▶ **Task directions**: Copy out each entry precisely; no image belongs in the result.

---

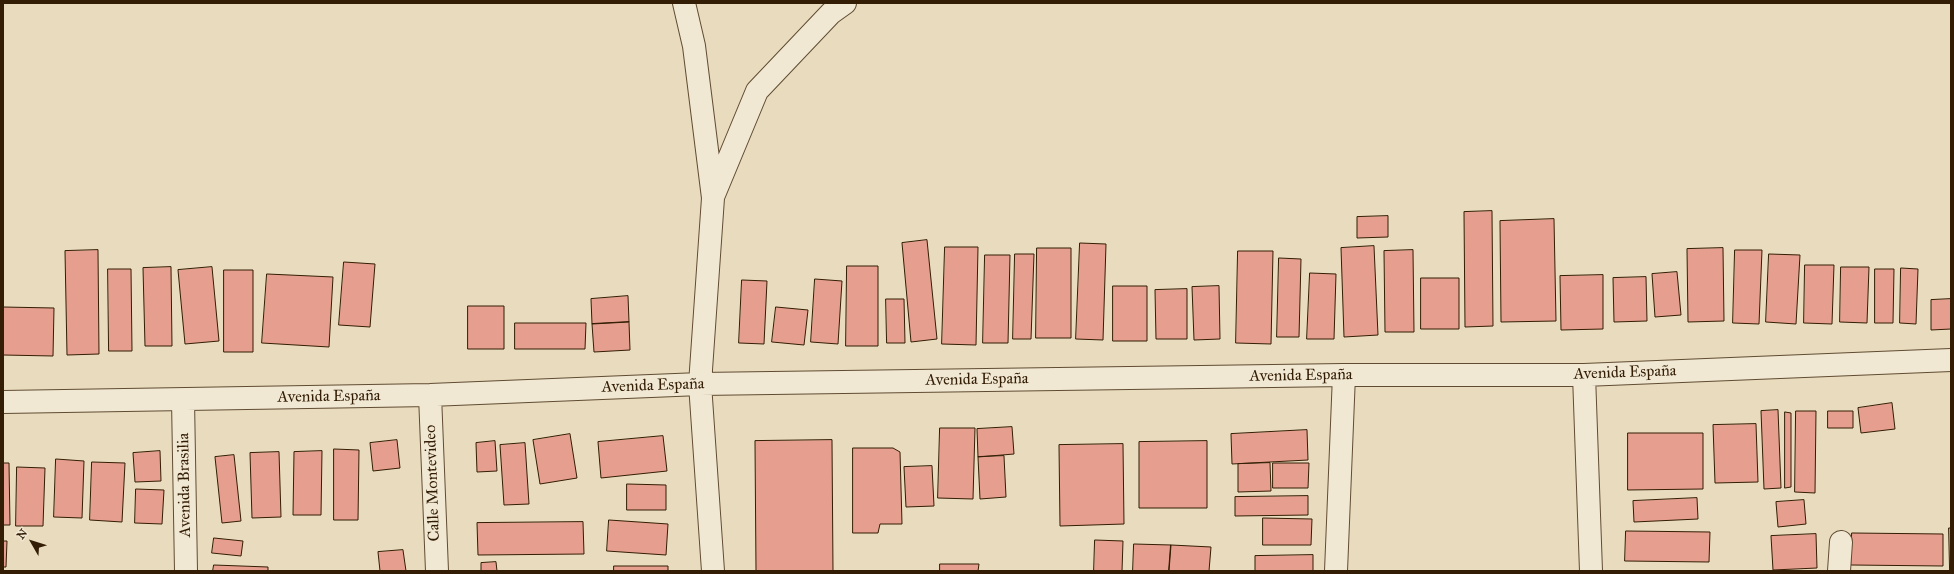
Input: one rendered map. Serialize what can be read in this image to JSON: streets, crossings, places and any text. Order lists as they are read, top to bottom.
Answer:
{
  "streets": {
    "street": ["Avenida España", "Calle Montevideo", "Avenida Brasilia"]
  },
  "crossings": [
    ["Avenida España", "Calle Montevideo"],
    ["Avenida España", "Avenida Brasilia"]
  ],
  "north": "top left"
}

---

▶ **Result of this exercise**:
Input: one rendered map. Serialize what can be read in this image to JSON: streets, crossings, places and any text. Order lists as they are read, top to bottom.
Answer:
{
  "streets": {
    "street": ["Avenida España", "Calle Montevideo", "Avenida Brasilia"]
  },
  "crossings": [
    ["Avenida España", "Calle Montevideo"],
    ["Avenida España", "Avenida Brasilia"]
  ],
  "north": "top left"
}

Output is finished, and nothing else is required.